RECORD SET: Begin

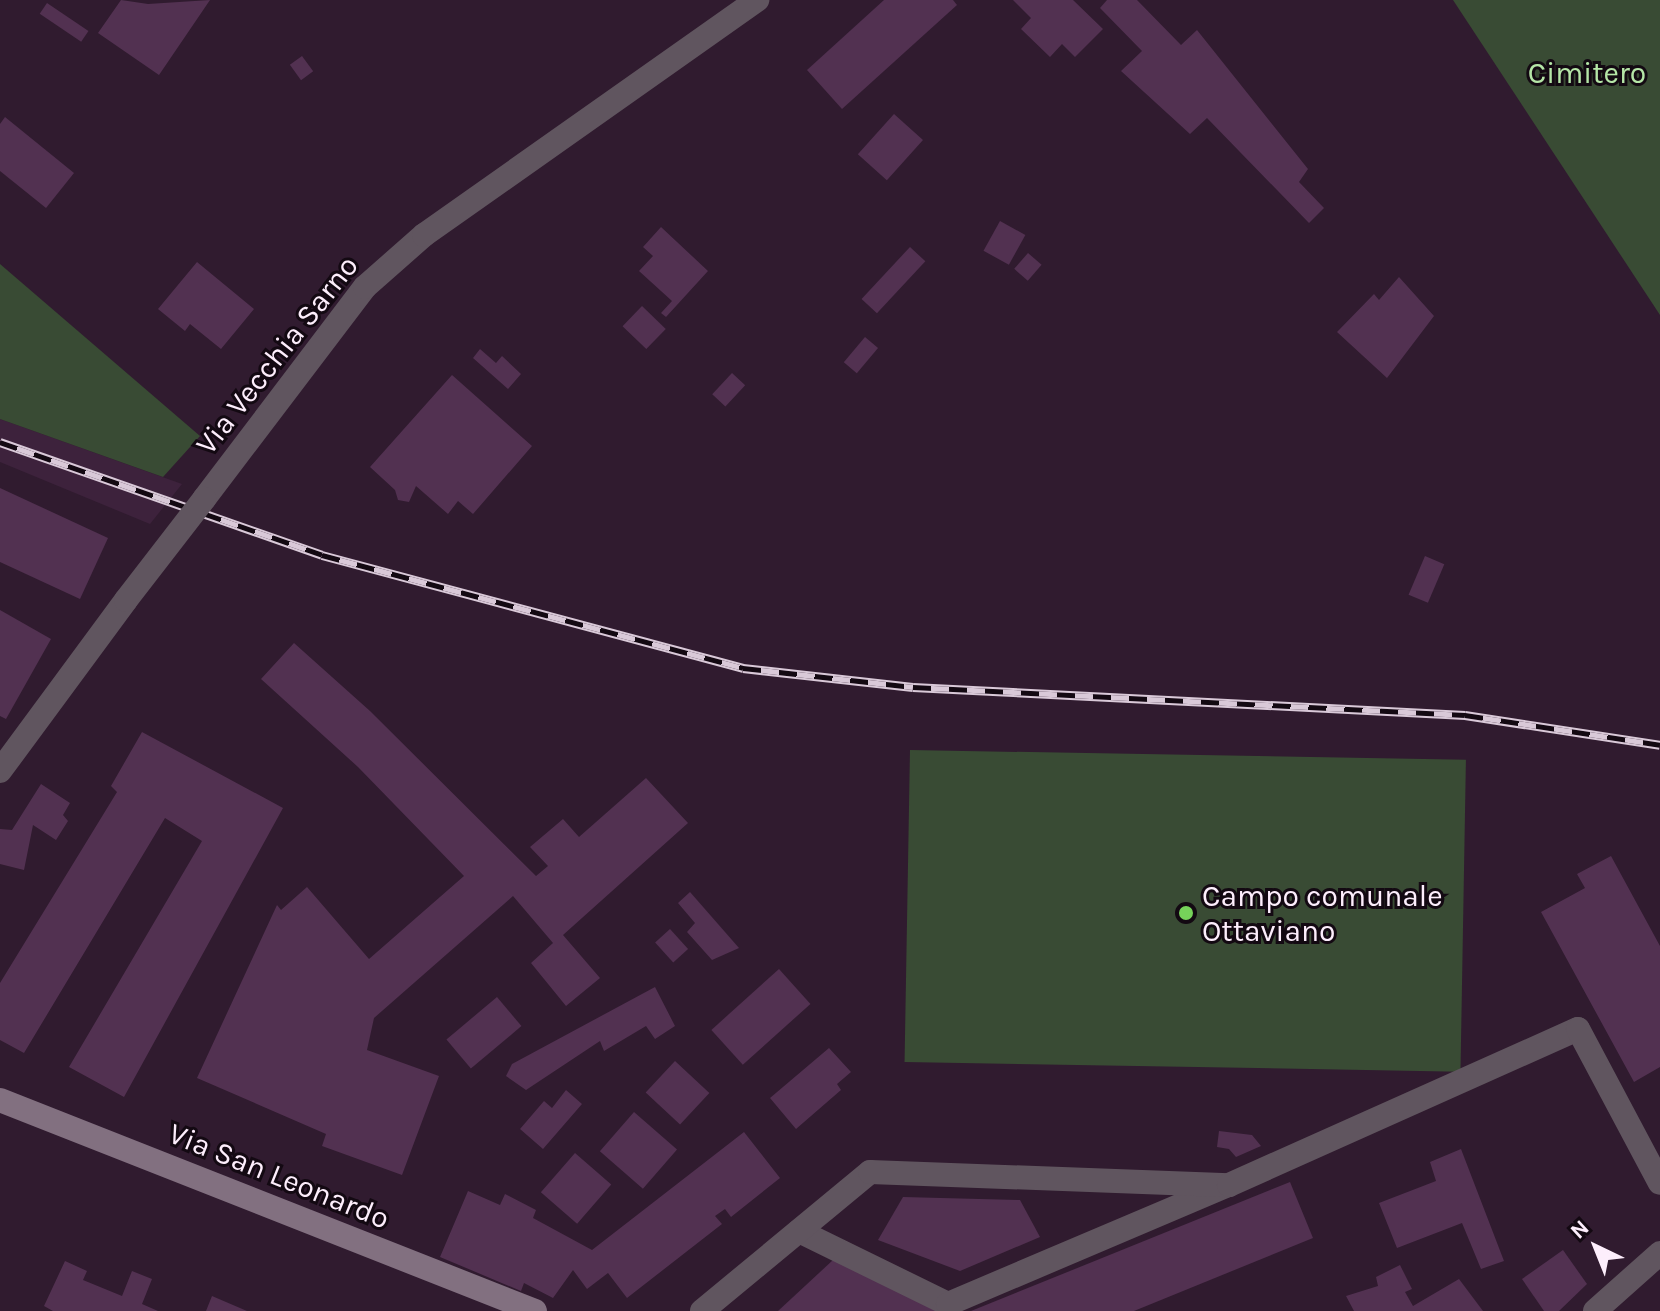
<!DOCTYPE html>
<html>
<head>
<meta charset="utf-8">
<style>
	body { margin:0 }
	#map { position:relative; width:1660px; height:1311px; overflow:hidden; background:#301b2f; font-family:Karla,sans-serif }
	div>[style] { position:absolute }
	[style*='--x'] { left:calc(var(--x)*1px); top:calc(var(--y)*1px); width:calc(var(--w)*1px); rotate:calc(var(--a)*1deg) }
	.built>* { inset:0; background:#3d223c }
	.green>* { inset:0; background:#394b34; transform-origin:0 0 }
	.building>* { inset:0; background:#523151; transform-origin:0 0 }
	.minor>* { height:24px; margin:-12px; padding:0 12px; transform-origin:12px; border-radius:12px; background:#60555f }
	.secondary>* { height:24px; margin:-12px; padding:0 12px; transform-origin:12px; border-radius:12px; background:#827080 }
	.rail>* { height:9px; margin-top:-4.5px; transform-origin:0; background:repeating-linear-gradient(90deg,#130912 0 18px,#d9c9d8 0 36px); box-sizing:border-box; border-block:2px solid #d9c9d8 }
	.minor-bridge>* { height:24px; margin:-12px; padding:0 12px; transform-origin:12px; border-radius:12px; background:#60555f }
	.dots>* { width:22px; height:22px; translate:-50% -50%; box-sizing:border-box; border:4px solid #130912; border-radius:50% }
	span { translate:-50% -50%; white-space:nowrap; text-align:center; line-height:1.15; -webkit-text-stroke:6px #130912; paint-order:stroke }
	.park-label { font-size:30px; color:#b5e6a7 }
	.street-label { font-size:30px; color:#fdeefc }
	.poi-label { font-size:30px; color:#fdeefc }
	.left { translate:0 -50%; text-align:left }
	.north { position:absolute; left:1556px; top:1207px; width:80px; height:80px; -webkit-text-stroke:6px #130912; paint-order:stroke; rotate:317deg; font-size:22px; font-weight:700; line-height:32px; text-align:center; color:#fdeefc }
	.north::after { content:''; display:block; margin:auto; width:28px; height:36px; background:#fdeefc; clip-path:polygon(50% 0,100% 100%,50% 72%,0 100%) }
</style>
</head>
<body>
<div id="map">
	<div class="built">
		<div style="clip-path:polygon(0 419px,182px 484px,150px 524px,0 462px)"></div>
	</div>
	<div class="green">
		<div style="clip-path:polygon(1453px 0,1660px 0,1660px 315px)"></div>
		<div style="clip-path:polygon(0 264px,200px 436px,163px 477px,0 419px)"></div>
		<div style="left:910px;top:750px;width:556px;height:312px;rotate:1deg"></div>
	</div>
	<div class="building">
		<div style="clip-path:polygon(121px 0,148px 4px,210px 0,159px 75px,98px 33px)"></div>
		<div style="clip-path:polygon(884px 0,953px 0,957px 5px,842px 109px,807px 70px)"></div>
		<div style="clip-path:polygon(1013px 0,1073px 0,1103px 29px,1075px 57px,1062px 44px,1050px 57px,1021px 29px,1031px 18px)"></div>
		<div style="clip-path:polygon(1107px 0,1137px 0,1181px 45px,1197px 30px,1308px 169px,1299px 182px,1324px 208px,1309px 223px,1207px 118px,1190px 134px,1121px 71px,1142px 51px,1100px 8px)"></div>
		<div style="left:47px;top:3px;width:50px;height:13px;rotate:34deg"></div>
		<div style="left:302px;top:56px;width:19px;height:15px;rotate:54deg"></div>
		<div style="left:894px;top:114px;width:39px;height:54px;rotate:42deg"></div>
		<div style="clip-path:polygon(5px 117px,74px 173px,46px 208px,0 171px,0 124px)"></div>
		<div style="left:1000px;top:221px;width:29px;height:34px;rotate:29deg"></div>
		<div style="clip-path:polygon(661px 227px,708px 271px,666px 317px,661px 313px,672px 301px,639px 271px,653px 256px,643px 247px)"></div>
		<div style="left:910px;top:247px;width:21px;height:71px;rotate:43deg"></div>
		<div style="left:1028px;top:253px;width:18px;height:21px;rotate:41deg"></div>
		<div style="clip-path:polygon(197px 262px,254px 309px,221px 349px,190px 324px,185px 331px,158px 309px)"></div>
		<div style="clip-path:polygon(1399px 277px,1434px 316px,1387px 378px,1337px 332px,1374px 294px,1379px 300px)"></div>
		<div style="left:642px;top:306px;width:33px;height:28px;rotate:44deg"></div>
		<div style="left:865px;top:337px;width:17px;height:33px;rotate:40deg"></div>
		<div style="clip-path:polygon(480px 349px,496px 363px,502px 356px,521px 374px,508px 389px,473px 358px)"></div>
		<div style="left:732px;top:373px;width:18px;height:29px;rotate:43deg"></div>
		<div style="clip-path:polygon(452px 375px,532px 446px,473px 514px,458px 501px,448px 514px,416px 486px,409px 502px,398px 500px,395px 490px,370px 467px)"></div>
		<div style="clip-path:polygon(0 488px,108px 538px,80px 599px,0 562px)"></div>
		<div style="left:1425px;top:556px;width:21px;height:42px;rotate:23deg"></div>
		<div style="clip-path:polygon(0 610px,51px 639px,6px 719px,0 716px)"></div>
		<div style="clip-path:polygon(294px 643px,370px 711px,536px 876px,548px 866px,530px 847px,563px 819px,579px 837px,646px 778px,688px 823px,563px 935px,600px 978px,566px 1006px,531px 963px,553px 943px,513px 896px,374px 1018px,367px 1050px,439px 1076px,402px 1175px,322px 1146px,326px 1134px,197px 1078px,277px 905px,281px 910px,307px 887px,369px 959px,464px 876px,358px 767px,261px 679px)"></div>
		<div style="clip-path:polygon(142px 732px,283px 808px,124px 1097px,69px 1067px,202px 841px,165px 818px,24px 1053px,0 1040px,0 983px,117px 792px,111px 786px)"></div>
		<div style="clip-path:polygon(41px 784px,70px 803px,63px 815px,68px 821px,56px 840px,33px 825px,24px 870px,0 864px,0 829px,12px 830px)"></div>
		<div style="clip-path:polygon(1611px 856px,1660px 946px,1660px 1067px,1634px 1082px,1541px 912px,1585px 888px,1577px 874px)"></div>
		<div style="clip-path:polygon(690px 892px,739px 948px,712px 960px,687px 932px,695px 923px,678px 903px)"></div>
		<div style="left:670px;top:929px;width:27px;height:20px;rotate:48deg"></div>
		<div style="left:779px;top:969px;width:47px;height:91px;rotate:48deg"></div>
		<div style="clip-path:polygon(655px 987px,675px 1026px,655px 1039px,646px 1026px,604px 1051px,600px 1041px,526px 1090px,506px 1076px,512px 1064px)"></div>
		<div style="left:497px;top:997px;width:38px;height:66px;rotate:50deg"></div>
		<div style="clip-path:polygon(829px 1048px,851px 1072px,837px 1084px,841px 1090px,796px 1129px,770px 1098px)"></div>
		<div style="left:675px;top:1061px;width:47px;height:43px;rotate:43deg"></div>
		<div style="clip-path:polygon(566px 1090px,582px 1104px,543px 1149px,520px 1129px,544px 1101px,552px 1108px)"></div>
		<div style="left:634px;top:1112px;width:57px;height:52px;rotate:41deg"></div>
		<div style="clip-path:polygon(1219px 1131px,1252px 1135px,1261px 1146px,1236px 1157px,1229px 1149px,1217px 1147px)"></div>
		<div style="clip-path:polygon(744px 1132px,780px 1178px,731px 1217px,725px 1209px,715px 1216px,722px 1224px,627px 1298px,608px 1273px,587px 1289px,573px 1270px,553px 1298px,524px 1283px,521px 1291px,440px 1257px,468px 1191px,500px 1205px,505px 1194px,536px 1210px,533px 1218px,592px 1250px)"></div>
		<div style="clip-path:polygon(1461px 1149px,1504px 1261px,1481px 1269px,1462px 1223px,1397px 1248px,1379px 1203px,1436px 1181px,1430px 1162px)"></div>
		<div style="left:575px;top:1153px;width:48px;height:52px;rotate:41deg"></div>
		<div style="clip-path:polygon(1290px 1182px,1313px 1238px,1134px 1311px,971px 1311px)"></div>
		<div style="clip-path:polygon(903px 1197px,1020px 1200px,1040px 1237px,960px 1271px,878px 1240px)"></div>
		<div style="clip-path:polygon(1563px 1250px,1587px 1284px,1559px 1311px,1544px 1311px,1522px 1279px)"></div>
		<div style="clip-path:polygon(833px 1260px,955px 1311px,778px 1311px)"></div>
		<div style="clip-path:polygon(65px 1261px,87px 1271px,83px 1280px,122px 1296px,132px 1271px,152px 1279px,142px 1304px,158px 1311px,53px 1311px,44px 1306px)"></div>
		<div style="clip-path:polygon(1400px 1265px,1412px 1289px,1405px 1292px,1413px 1306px,1459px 1279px,1483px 1311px,1354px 1311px,1346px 1296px,1378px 1286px,1376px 1277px)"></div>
		<div style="clip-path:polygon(212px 1296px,247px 1311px,206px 1311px)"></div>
	</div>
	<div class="minor">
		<div style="--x:204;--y:499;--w:266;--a:-52.8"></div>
		<div style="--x:365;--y:287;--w:79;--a:-41.4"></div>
		<div style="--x:424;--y:235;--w:408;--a:-35.2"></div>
		<div style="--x:0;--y:771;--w:212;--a:-53.6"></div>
		<div style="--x:799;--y:1231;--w:166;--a:26.1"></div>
		<div style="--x:948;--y:1304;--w:300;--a:-23"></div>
		<div style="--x:702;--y:1311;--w:218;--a:-39.6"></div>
		<div style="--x:870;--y:1172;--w:359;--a:2.1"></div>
		<div style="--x:1229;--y:1185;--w:382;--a:-24.1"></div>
		<div style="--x:1578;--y:1029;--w:174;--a:62"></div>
		<div style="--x:1595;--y:1311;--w:87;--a:-41.7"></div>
	</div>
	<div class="secondary">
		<div style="--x:0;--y:1100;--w:575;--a:21.52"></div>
	</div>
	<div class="rail">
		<div style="--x:0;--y:442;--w:341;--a:19.3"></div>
		<div style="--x:322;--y:555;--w:436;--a:15"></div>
		<div style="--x:743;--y:668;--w:171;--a:6.4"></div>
		<div style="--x:913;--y:687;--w:553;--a:2.9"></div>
		<div style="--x:1465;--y:715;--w:197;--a:8.7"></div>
	</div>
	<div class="minor-bridge">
		<div style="--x:126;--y:600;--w:128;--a:-52.3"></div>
	</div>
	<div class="dots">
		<div style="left:1186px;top:913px;background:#76d25a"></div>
	</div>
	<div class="park-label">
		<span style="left:1587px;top:73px">Cimitero</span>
	</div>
	<div class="street-label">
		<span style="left:277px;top:355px;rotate:-52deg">Via Vecchia Sarno</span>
		<span style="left:279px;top:1176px;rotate:22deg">Via San Leonardo</span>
	</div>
	<div class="poi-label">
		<span class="left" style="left:1202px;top:913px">Campo comunale<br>Ottaviano</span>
	</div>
	<div class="north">N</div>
</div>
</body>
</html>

RECORD SET: End

### BRIEF:
Show the lines in the entries above that include the string "green".

### SOLUTION BELOW:
	.green>* { inset:0; background:#394b34; transform-origin:0 0 }
	<div class="green">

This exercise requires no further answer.